Yes, the quote above is the whole chapter, this is Herzog we are talking about here. The man made Fitzcarraldo, one of the most batshit productions ever undertaken, all to make a pretty meh film. The Cave of Forgotten Dreams is halucinatory, and lands somewhere between madness and miracle. I'mma let you google a summary of his Antichrist. It is not for the faint of heart, weak of stomach, or those uninterested in Willem Defoe's wedding tackle. Man's been crazy since before a lot of us were born.

So fair to say I had some idea of what I was getting into, and it's about what I expected. Not the most brilliant read, but it's thought provoking. His central thesis is that 'truth' is a very tentative construct, and "mere factuality" is not enough to establish it. One must also be open to a sort of esctatic or emotional truth, as part of the quest to find 'truth.' Truth being something that, in the original Greek was defined in negative- not false.

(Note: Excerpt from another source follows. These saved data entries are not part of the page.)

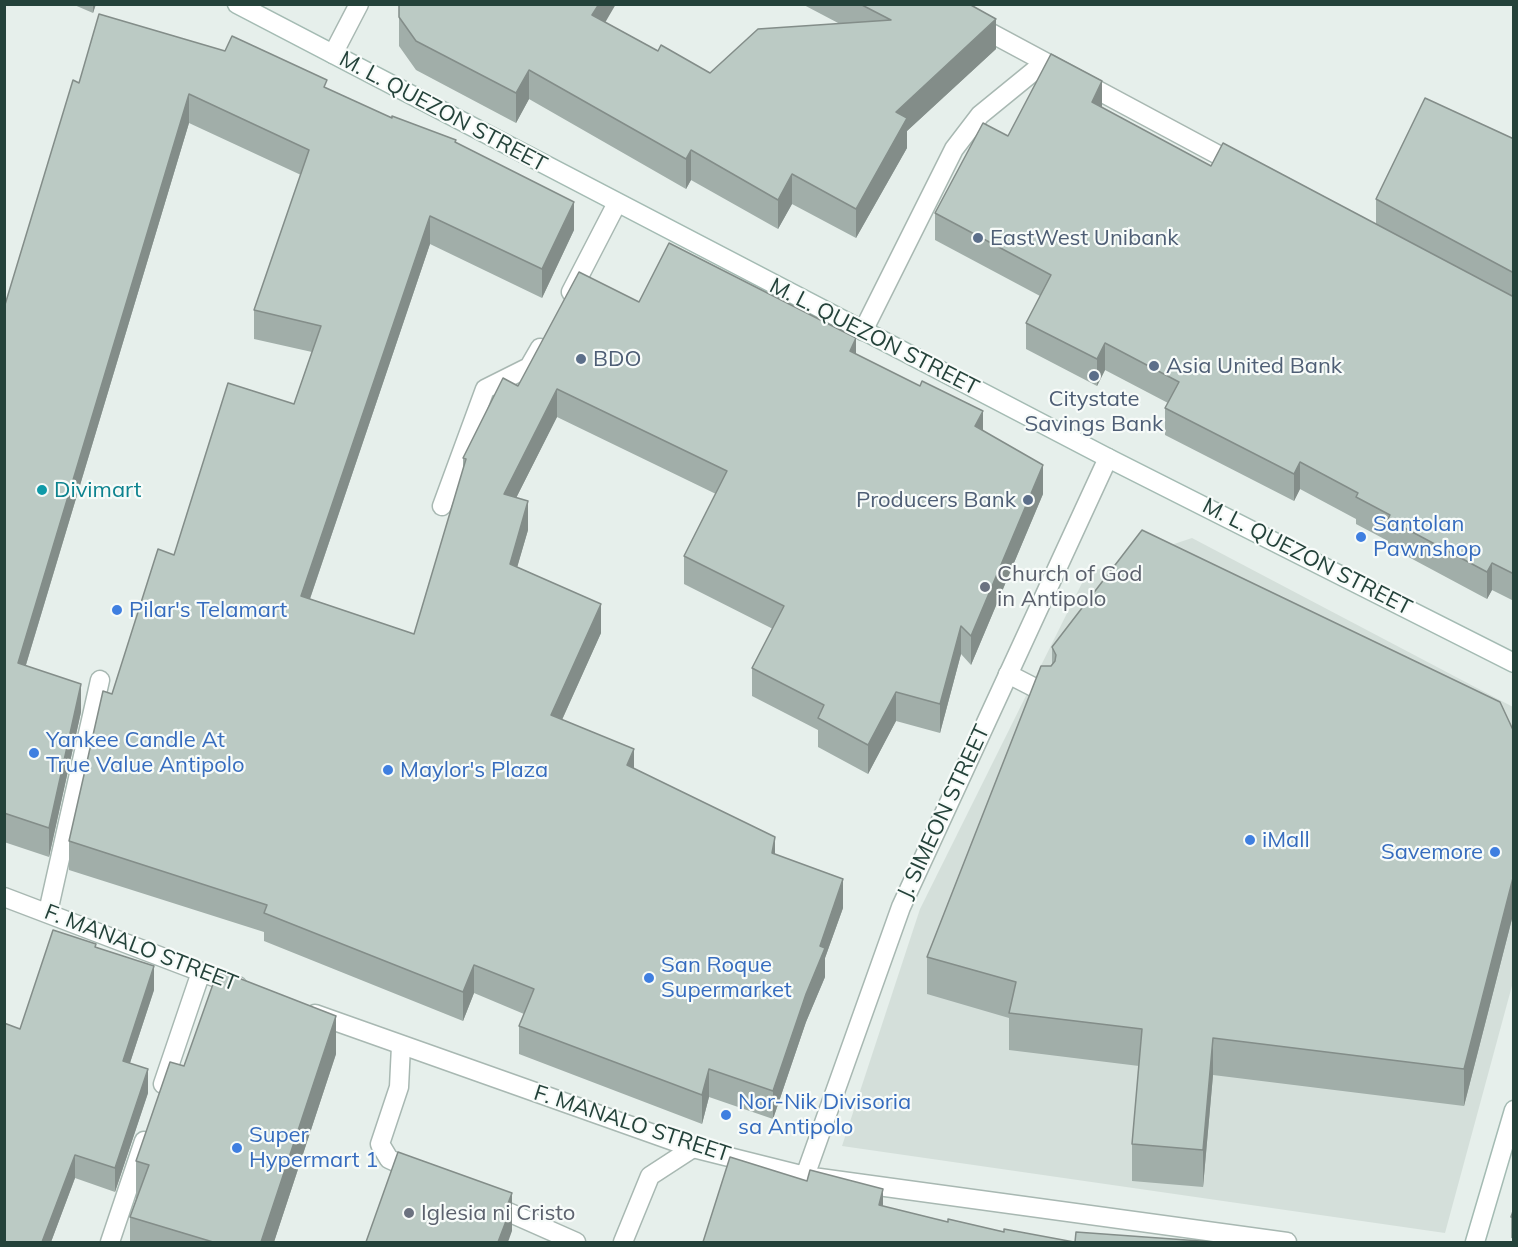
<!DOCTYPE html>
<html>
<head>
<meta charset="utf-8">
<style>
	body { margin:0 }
	#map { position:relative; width:1518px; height:1247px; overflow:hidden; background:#e6efeb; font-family:Mulish,sans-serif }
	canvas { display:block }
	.frame { position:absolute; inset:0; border:6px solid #24423a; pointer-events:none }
</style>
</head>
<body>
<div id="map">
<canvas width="1518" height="1247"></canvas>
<div class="frame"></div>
</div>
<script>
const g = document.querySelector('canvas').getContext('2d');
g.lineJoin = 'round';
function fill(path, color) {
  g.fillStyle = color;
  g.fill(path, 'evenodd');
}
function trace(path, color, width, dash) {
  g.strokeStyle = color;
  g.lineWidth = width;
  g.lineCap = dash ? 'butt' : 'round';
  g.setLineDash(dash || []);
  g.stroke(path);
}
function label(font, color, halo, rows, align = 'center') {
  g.font = font + ' Mulish,sans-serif';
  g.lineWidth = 4.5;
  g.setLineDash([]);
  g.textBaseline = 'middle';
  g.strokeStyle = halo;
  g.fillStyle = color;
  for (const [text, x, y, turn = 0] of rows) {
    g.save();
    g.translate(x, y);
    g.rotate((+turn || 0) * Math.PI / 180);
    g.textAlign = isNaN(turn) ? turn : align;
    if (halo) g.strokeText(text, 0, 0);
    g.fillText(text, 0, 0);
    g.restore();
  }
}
fill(new Path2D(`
	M1192,538L1513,707V982L1445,1233L842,1146L920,909L1087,573Z`), '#d4dfda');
const service = new Path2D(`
	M333,54L359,4
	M571,292L617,203
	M442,506L485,389L529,367L540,348
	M1008,674L1045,693
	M48,912L100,680
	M401,1046L399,1087L380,1144L389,1159L415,1171
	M490,1204L576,1242
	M623,1242L650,1176L693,1148`);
const minor = new Path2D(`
	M937,4L1237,165
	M863,331L954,149L980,115L1045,62
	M4,897L238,986
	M315,1014L693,1148L805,1176L1287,1242
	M163,1084L201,972
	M805,1176L901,907L1108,458
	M110,1242L144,1141`);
const secondary = new Path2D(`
	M237,4L1108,458L1514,663
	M1475,1242L1514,1110`);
trace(service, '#a8b8b2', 21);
trace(minor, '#a8b8b2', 21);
trace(secondary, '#a4bbb3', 21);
trace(service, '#fff', 18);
trace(minor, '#fff', 18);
trace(secondary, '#fff', 18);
fill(new Path2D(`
	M72,4H96L93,13Z
	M399,4L605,23L658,51L710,73L840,24L802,4H969L996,49L907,131V148L856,238L792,204L778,229L691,180L686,189L529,99L516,123L416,70L399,46Z
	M79,83L327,89L392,118L456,143L574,230L542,298L430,244L310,599L414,634L463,469V458L518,386L639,302L856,354L983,431L1043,494L971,665L961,654L940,733L896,721L868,774L818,747V730L752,696V668L773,629L684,584V556L716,494L557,417L516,498L528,530L517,567L601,633L562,720L634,769L775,854L843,908L825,958V977L806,1022L773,1119L709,1097L702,1124L519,1054V1026L524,1014L474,993L463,1021L264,941V932L69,870V841L112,694L174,555L294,404L312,352L254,339V310L301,175L189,123L26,665L81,712L49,857L4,842V308Z
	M1102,108L1211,166L1376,224V199L1514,139V601L1492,590L1487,599L1388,546V541L1356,524V519L1300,489L1294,501L1165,435V408L1168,403L1105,370L1097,386L1026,349V323L1040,296L935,240V213L1008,136Z
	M1052,647L1514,732V911L1464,1106L1213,1075L1203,1187L1132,1181V1144L1139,1066L1009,1050V1018L927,994V957L1052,665Z
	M96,947L154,990L130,1063L148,1093L115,1192L75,1178L51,1242H4Z
	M336,1054L274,1242H130V1217L136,1199V1161L184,1066Z
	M1514,1208V1239L1511,1238V1217Z`), '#a1aea9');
fill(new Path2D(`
	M93,4H96L93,13Z
	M599,4H616L592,45V15Z
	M996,19V49L907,131V148L856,238V209L896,112Z
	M529,70V99L516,123V93Z
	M1102,81V108L1092,102Z
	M189,94V123L18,691V663Z
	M691,150V180L686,189V159Z
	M792,174V204L778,229V200Z
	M574,202V230L542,298V269Z
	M430,216V244L301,625V596Z
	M856,338V366L850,351Z
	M1105,343V370L1097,386V359Z
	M557,389V417L504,522V494Z
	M983,411V439L975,426Z
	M1300,462V489L1294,501V474Z
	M1043,465V494L971,665V636Z
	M528,501V530L510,592V564Z
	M1492,563V590L1487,599V572Z
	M601,604V633L551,744V715Z
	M961,626V654L940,733V704Z
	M81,684V712L49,857V828Z
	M896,692V721L868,774V745Z
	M634,749V778L627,765Z
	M775,837V865L772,853Z
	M1514,874V911L1464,1106V1069Z
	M843,879V908L825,958V977L806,1022L773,1119V1091L820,946Z
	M474,965V993L463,1021V992Z
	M154,966V990L123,1084V1061Z
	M336,1016V1054L274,1242H261Z
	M1213,1038V1075L1203,1187V1150Z
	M148,1069V1093L115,1192V1168Z
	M709,1069V1097L702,1124V1095Z
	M75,1155V1178L51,1242H42Z
	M883,1189V1215L879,1205Z
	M512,1193V1231L508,1242H498L504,1214Z`), '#838d89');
const building = new Path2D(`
	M399,4H599L592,15L658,51L661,45L710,73L758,29L891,20L860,4H969L996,19L896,112L907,118L856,209L792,174L778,200L691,150L686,159L529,70L516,93L416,41L399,17Z
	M99,14L225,51L232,36L327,80L324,87L392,118V116L456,140L455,142L574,202L542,269L430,216L301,596L414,634L466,459L463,458L503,378L518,386L579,272L639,302L669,243L856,338L850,351L920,386L922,381L983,411L975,426L1043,465L971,636L961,626L940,704L896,692L868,745L818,718L824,705L752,668L784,606L684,556L727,471L557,389L504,494L528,501L510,564L601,604L551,715L634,749L627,765L775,837L772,853L843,879L820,946L825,948L806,994L773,1091L709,1069L702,1095L519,1026L534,989L474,965L463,992L264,913L267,905L69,841L103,691L112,694L158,549L174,555L228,383L294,404L321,326L254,310L309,150L189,94L18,663L81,684L49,828L4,813V308L73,80L79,83Z
	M1051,54L1102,81L1092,102L1211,166L1223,143L1514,297V574L1492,563L1487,572L1388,519L1390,515L1356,497L1358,493L1300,462L1294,474L1165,408L1179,382L1105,343L1097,359L1026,323L1051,275L935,213L983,123L1008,136Z
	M1425,98L1514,139V273L1376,199Z
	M1142,530L1500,702L1514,732V874L1464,1069L1213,1038L1203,1150L1132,1144L1142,1029L1009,1013L1016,982L927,957L1041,666H1051L1055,661L1056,655L1052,647Z
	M53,930L96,944L95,947L154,966L123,1061L148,1069L115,1168L75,1155L42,1242H4V1023L20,1029Z
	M218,970L336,1016L261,1242H213L130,1217L149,1165L136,1161L170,1062L184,1066Z
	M398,1152L512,1193L504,1214L508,1216L498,1242H366Z
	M730,1157L807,1181L810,1170L883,1189L879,1205L948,1222V1219L1004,1232V1229L1074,1242H703Z
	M1514,1208V1218L1511,1217Z
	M1076,1232L1214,1242H1075Z`);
fill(building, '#bbcac4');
trace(building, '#838d89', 1.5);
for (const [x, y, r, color] of [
	[978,238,6,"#5c6f8a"],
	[581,359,6,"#5c6f8a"],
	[1154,366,6,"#5c6f8a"],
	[1094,376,6,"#5c6f8a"],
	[42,490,6,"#0f9aa8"],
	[1028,500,6,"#5c6f8a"],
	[1361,537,6,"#3f7fe0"],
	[985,587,6,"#6b7280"],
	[117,610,6,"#3f7fe0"],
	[34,753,6,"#3f7fe0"],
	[388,770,6,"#3f7fe0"],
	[1250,840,6,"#3f7fe0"],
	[1495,852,6,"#3f7fe0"],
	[649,978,6,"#3f7fe0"],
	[726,1115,6,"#3f7fe0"],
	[237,1148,6,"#3f7fe0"],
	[409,1213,6,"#6b7280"]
]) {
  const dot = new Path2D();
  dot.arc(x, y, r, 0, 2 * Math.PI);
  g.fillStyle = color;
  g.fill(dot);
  trace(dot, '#f7fbf9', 2);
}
label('22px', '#24423a', '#f7fbf9', [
	["M. L. QUEZON STREET",443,112,28],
	["M. L. QUEZON STREET",874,337,27],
	["M. L. QUEZON STREET",1307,557,27],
	["J. SIMEON STREET",944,812,-65],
	["F. MANALO STREET",141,948,21],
	["F. MANALO STREET",632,1124,18]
]);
label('22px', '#4e5e75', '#f7fbf9', [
	["EastWest Unibank",990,238],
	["BDO",593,359],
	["Asia United Bank",1166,366],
	["Citystate",1094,399,"center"],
	["Savings Bank",1094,424,"center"],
	["Producers Bank",1016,500,"right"]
], 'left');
label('22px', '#0d838f', '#f7fbf9', [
	["Divimart",54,490]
], 'left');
label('22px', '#366cbe', '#f7fbf9', [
	["Santolan",1373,524],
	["Pawnshop",1373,549],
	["Pilar's Telamart",129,610],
	["Yankee Candle At",46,740],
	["True Value Antipolo",46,765],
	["Maylor's Plaza",400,770],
	["iMall",1262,840],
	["Savemore",1483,852,"right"],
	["San Roque",661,965],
	["Supermarket",661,990],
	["Nor-Nik Divisoria",738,1102],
	["sa Antipolo",738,1127],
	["Super",249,1135],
	["Hypermart 1",249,1160]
], 'left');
label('22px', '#5b616d', '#f7fbf9', [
	["Church of God",997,574],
	["in Antipolo",997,599],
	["Iglesia ni Cristo",421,1213]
], 'left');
</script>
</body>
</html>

To this end, he loads up the page count with anecdotes of dubious provenance, some personal, some not, references to things you may or may not have heard of, and a five page summary of one of the most absurd operas ever concieved by the Italians. I'm not sure he sticks the landing, but that epigraph I copied above is a banger, and his writing style is often memorable. You can practically hear his gravely, scratchy voice reading it to you.

If you are interested, I'd have a hard time reccomending buying it at list price. Out of a remainders bin, sure, or if your library has a copy it's worth the hour or two it takes to read it. I don't feel like my time was wasted- Herzog is a lot of things, but not boring.

Fun bit of trivia, the chorus of the first track of Clipse's new album Let God Sort Em Out , The Birds Don't Sing, is a Herzog quote from a documentery about the making of Fitzcarraldo. When describing the junge and how awful it was, Herzog said "The birds don't sing, they screech in pain." This, of course, requires us to recognize the awful truth of either Pusha T or Malice being a fan of not just Herzog, but of documentaries about the making of Herzog movies.

I don't know how literally true their song is, but the emotional truth of it has people breaking down in tears as they listen to it. So Herzog might be on to something.

Comments

The logos of truth being not false makes sense. After all every scientific "fact" is just a hypothesis that hasn't been proven false yet. The goal of science is to make a hypothesis and prove it false so you can keep making hypotheses until they cannot longer be disproven, and then that is considered "true" until it is proven false and the cycle starts again.

Thomas

Just fyi Antichrist is Lars von Trier, not Herzog. My fave Herzog movie is still Aguirre, the Wrath of God, although I am partial to Bad Lieutenant: Port of Call New Orleans.

Matteo

Thanks for sharing. I appreciate this peer into the life of Warby Picus, Author extraordinaire.